About two-thirds of the class 2 daf-2(e1370) mutant hermaphrodites produce late progeny at 25°. This proportion is not significantly affected by introducing sem-5(n2195)G201R or soc-1(n1789) (Table 6). In addition, feeding daf-2(m577) or daf-2(e1370) animals ptp-2 dsRNA did not produce or enhance late progeny production, respectively.

Thus both sem-5(n2195)G201R and soc-1(n1789) cause daf-2(m577) to display class 2 phenotypes and so convert a class 1 daf-2 allele into a class 2 allele (Tables 5 and Table 6). This suggests that both the C-terminal SH3 domain of sem-5/Grb2 and soc-1/Gab1 contribute positively to class 2 daf-2 signaling. As feeding animals ptp-2 dsRNA did not cause class 2 phenotypes in daf-2(m577) or enhance them in daf-2(e1370), it is unlikely that ptp-2/Shp2 mediates this positive daf-2 signaling.

DISCUSSION

Previous genetic studies have suggested that the multi-substrate adaptor protein SOC-1/Dos/Gab1 contributes positively to RTK signaling (Herbst et al. 1996; Raabe et al. 1996; Schutzman et al. 2001). However, the assays used in these studies were for RTK signaling mediated by the Ras/Map kinase pathway. In this study, using sensitized assays for Egfr and InsR signaling in C. elegans, we show that soc-1/Gab1 has both positive and negative effects upon RTK signaling. The opposing effects of soc-1/Gab1 upon RTK signaling using distinct assays is likely to reflect the relative contribution of the various intracellular signaling pathways activated by the RTK to the tissue-specific function that forms the basis of the assay (Figure 1). Thus, when RTK signaling achieves a particular function through activation of the Ras/Map kinase pathway, soc-1/Gab1 acts positively (Table 1; Herbst et al. 1996; Raabe et al. 1996; Schutzman et al. 2001). When Ras activation downstream of the RTK signaling is not essential for the function of RTK in a particular cell(s), then additional functions for soc-1/Gab1 may be observed.
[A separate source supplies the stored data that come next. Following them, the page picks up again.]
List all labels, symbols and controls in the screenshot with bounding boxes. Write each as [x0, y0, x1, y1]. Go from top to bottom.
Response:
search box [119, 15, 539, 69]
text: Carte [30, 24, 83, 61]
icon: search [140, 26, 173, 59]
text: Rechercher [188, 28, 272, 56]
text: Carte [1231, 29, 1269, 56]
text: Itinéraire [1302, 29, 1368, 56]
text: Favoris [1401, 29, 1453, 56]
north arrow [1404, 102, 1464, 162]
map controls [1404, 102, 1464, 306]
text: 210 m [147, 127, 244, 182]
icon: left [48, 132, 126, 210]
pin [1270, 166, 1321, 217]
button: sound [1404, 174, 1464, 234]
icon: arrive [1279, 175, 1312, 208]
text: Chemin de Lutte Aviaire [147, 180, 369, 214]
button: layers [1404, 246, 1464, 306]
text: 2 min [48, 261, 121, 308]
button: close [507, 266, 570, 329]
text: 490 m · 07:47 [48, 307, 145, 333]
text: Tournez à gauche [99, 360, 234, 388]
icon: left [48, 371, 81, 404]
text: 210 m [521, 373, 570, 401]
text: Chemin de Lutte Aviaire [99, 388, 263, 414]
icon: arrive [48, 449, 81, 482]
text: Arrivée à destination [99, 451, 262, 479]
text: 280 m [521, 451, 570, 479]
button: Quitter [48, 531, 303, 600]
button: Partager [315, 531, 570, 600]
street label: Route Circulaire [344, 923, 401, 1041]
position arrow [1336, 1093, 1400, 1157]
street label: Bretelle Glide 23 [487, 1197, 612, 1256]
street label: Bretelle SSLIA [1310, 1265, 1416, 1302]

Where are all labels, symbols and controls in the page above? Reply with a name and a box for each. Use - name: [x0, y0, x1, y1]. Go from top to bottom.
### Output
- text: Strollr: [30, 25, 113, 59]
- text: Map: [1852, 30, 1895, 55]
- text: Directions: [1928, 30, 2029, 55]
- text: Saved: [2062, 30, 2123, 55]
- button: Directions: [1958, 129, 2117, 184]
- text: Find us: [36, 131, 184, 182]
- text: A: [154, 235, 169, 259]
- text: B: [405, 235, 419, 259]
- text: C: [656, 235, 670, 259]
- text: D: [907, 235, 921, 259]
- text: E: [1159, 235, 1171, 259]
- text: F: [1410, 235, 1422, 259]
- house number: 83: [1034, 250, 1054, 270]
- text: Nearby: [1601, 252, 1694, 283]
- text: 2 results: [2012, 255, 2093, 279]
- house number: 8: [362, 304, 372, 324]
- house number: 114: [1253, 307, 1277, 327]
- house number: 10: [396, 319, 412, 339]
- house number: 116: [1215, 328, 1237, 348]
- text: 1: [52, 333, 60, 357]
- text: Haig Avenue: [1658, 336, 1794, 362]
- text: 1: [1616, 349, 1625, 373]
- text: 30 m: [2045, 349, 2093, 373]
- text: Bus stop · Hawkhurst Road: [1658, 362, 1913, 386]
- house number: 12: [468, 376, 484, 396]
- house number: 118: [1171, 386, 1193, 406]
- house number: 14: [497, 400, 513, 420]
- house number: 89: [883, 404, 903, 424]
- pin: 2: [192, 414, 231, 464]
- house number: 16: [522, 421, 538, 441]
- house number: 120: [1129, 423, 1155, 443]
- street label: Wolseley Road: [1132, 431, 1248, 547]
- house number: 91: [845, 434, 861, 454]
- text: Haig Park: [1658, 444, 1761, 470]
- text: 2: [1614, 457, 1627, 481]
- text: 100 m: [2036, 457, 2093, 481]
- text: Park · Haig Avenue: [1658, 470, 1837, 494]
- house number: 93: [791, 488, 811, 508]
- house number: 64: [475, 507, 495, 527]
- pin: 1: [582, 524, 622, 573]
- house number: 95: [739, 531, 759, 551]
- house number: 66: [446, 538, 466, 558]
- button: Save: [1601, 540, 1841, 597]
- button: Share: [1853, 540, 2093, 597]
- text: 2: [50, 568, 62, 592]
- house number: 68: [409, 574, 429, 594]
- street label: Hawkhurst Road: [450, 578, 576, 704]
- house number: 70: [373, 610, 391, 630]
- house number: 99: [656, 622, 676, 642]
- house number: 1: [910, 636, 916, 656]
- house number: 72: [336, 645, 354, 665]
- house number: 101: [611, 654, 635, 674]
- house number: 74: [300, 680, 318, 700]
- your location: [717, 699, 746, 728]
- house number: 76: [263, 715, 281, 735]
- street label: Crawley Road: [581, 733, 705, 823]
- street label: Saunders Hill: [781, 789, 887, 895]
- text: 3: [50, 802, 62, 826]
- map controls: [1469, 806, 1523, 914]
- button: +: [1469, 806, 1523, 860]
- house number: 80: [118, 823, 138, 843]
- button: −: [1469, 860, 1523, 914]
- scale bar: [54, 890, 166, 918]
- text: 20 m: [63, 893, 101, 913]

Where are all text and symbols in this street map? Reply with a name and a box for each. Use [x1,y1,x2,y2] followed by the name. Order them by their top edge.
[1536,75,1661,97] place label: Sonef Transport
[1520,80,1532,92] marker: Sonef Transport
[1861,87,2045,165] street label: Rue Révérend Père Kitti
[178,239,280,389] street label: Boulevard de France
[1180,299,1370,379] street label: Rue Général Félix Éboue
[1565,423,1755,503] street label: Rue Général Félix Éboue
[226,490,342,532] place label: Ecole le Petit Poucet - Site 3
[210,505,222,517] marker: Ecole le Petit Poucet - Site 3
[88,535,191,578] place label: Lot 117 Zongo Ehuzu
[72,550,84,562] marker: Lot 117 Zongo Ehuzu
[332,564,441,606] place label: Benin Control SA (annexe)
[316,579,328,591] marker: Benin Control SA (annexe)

For example, let-23/Egfr activates PLCγ, leading to IP3 production, which mediates its function in fertility (Clandinin et al. 1998; Yin et al. 2004). Ras activation downstream of the Egfr is not a requirement for fertility and soc-1/Gab1 acts negatively in this assay (Table 2). Likewise, although Ras signaling modulates daf-2/InsR signaling in C. elegans, it is not essential and soc-1/Gab1 has the opposite function to let-60/Ras in daf-2/InsR signaling of repressing dauer formation and promoting aging (this study and Nanji et al. 2005). Thus, soc-1/Gab1 has activities in addition to its function in Ras/Map kinase-mediated signaling. These activities are likely to be regulatory in nature as they are readily observed only in sensitized backgrounds.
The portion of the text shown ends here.